Entries supplied:
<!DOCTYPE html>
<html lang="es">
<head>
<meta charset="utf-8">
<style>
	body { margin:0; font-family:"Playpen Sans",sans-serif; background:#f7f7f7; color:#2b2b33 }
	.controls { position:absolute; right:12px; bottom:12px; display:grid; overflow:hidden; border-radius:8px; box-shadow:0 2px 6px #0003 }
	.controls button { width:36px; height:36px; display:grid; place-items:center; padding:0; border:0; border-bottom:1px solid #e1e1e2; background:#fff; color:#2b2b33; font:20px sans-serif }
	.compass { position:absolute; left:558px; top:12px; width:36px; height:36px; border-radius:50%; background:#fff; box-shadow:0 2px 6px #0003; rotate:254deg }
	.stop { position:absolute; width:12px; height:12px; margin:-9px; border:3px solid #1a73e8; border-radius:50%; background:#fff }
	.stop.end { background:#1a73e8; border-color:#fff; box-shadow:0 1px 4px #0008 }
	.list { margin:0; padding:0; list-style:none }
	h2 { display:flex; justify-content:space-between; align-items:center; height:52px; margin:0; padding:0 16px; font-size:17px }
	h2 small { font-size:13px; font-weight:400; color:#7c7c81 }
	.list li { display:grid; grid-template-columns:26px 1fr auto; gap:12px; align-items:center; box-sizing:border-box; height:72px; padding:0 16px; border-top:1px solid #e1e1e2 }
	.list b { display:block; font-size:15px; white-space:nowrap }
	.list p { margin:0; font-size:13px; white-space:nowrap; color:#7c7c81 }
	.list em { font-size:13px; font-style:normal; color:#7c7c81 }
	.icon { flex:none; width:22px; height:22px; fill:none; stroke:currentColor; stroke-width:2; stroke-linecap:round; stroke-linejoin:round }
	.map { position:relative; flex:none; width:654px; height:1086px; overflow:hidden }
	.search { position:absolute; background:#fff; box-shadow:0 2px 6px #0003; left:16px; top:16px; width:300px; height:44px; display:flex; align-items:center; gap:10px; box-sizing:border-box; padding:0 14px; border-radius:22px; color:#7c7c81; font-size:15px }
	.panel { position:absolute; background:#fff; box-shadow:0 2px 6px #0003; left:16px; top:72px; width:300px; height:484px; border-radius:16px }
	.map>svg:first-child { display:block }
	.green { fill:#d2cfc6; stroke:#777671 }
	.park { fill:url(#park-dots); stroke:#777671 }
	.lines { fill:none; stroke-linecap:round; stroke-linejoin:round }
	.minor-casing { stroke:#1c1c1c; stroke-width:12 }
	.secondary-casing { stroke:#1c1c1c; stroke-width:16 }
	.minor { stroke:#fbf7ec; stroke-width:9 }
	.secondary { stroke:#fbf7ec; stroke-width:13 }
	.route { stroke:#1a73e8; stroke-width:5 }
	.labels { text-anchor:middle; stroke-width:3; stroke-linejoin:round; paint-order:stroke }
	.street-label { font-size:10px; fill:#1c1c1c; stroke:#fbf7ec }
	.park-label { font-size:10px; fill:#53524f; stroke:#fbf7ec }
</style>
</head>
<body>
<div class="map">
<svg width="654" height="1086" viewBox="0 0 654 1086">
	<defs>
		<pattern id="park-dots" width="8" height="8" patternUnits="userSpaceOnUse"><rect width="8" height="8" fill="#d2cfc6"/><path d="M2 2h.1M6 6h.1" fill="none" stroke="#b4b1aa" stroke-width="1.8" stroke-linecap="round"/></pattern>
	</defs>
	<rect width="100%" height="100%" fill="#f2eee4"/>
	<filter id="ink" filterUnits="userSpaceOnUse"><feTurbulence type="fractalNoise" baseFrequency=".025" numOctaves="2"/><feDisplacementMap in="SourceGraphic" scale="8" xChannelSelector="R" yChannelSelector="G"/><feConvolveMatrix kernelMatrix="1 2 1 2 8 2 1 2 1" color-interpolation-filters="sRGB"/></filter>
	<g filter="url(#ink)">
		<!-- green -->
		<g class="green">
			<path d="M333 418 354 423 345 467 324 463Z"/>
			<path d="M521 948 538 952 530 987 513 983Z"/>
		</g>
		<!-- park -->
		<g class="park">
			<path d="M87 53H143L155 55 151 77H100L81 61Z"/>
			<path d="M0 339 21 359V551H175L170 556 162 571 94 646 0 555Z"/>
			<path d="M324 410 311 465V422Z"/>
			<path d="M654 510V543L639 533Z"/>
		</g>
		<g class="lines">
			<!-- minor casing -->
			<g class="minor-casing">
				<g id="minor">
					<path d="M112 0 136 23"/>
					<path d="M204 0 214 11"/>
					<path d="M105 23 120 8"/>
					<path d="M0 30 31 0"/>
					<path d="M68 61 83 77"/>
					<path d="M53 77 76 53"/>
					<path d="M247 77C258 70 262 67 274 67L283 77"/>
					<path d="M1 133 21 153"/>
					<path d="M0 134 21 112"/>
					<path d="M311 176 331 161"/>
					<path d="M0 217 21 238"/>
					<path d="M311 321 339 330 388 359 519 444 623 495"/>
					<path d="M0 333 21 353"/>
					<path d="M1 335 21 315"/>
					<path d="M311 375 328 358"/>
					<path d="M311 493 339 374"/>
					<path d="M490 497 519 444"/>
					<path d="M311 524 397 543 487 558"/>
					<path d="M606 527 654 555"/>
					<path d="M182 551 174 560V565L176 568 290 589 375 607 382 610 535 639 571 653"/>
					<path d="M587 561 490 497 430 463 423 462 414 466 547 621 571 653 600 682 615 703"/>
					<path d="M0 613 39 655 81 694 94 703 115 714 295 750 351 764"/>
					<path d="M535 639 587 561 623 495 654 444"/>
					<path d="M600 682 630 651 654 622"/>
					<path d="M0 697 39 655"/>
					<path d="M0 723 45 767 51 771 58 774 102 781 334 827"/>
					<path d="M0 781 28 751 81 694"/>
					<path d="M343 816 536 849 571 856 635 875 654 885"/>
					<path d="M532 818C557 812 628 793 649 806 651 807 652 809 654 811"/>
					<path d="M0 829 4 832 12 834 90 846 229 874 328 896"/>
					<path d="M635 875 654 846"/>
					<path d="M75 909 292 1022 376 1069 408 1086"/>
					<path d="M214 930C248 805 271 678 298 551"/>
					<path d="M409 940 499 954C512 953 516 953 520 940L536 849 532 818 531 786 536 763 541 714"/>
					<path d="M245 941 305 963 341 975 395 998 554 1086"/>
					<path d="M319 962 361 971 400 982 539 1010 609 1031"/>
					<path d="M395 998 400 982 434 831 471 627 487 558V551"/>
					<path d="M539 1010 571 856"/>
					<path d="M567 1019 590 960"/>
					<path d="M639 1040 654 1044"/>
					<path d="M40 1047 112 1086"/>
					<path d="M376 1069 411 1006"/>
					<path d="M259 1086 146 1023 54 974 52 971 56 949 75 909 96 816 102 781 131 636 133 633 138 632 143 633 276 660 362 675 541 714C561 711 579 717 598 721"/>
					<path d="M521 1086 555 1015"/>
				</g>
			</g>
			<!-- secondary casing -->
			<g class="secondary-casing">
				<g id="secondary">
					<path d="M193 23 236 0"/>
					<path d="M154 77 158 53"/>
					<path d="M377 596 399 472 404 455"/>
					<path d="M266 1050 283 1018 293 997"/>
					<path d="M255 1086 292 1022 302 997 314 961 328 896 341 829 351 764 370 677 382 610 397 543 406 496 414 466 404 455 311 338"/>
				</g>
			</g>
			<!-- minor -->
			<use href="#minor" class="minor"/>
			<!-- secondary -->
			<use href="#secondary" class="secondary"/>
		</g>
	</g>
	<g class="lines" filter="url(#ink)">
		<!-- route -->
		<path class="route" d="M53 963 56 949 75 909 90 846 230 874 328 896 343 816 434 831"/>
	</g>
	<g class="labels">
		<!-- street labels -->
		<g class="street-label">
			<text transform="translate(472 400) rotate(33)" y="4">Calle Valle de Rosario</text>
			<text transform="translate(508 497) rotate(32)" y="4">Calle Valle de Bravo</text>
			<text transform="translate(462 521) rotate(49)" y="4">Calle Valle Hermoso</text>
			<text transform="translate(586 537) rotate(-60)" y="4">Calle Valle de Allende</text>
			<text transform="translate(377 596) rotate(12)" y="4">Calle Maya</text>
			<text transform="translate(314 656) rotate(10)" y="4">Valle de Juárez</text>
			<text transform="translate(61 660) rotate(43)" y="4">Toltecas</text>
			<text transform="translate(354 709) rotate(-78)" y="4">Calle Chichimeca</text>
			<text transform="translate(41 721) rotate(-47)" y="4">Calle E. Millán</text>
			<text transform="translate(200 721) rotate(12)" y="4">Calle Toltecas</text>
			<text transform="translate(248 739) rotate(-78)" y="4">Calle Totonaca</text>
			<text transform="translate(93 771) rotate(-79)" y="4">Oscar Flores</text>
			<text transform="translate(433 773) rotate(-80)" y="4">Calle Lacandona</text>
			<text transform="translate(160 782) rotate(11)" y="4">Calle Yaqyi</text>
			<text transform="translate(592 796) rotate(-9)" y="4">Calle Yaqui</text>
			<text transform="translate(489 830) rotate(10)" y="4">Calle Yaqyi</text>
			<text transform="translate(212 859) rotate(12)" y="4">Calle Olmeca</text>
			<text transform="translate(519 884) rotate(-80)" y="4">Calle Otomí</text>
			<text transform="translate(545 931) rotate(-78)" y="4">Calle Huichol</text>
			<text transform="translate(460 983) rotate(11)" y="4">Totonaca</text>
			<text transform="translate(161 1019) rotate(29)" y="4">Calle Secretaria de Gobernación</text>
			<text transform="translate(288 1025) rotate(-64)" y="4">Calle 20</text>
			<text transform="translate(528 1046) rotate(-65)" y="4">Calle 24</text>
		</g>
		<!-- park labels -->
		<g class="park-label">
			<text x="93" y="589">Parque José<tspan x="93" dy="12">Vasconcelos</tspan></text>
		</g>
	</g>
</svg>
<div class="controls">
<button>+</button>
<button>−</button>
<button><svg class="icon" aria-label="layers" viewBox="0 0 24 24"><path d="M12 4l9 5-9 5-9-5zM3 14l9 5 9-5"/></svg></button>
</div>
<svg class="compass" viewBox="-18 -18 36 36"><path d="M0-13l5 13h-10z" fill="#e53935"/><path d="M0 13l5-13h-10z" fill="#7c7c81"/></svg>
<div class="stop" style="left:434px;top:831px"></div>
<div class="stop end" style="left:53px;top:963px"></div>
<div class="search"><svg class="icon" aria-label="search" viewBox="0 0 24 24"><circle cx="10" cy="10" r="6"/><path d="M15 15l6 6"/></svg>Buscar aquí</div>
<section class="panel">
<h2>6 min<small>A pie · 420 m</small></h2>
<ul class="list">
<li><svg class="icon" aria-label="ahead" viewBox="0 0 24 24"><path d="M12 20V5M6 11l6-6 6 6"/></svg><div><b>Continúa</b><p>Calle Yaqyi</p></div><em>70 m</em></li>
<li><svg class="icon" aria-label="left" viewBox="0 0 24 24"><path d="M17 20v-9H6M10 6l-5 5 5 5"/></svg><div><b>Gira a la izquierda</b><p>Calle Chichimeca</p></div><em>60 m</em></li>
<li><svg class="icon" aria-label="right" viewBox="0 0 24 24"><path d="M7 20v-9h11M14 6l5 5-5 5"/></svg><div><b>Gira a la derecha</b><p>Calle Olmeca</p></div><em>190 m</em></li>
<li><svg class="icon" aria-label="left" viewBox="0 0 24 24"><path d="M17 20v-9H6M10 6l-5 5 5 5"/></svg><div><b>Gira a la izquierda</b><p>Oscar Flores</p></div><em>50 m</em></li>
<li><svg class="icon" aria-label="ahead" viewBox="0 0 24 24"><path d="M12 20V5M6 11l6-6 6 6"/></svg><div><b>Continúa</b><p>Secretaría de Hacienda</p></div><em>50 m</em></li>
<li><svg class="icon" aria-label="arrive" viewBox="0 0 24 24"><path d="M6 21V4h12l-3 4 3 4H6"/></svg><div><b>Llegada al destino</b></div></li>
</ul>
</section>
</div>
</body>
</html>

Aim of the task: Only the lines from the start of the listing through the line with "margin:0; padding:0; list-style:none" should be repeated, each exactly as it stands.

Output for this exercise:
<!DOCTYPE html>
<html lang="es">
<head>
<meta charset="utf-8">
<style>
	body { margin:0; font-family:"Playpen Sans",sans-serif; background:#f7f7f7; color:#2b2b33 }
	.controls { position:absolute; right:12px; bottom:12px; display:grid; overflow:hidden; border-radius:8px; box-shadow:0 2px 6px #0003 }
	.controls button { width:36px; height:36px; display:grid; place-items:center; padding:0; border:0; border-bottom:1px solid #e1e1e2; background:#fff; color:#2b2b33; font:20px sans-serif }
	.compass { position:absolute; left:558px; top:12px; width:36px; height:36px; border-radius:50%; background:#fff; box-shadow:0 2px 6px #0003; rotate:254deg }
	.stop { position:absolute; width:12px; height:12px; margin:-9px; border:3px solid #1a73e8; border-radius:50%; background:#fff }
	.stop.end { background:#1a73e8; border-color:#fff; box-shadow:0 1px 4px #0008 }
	.list { margin:0; padding:0; list-style:none }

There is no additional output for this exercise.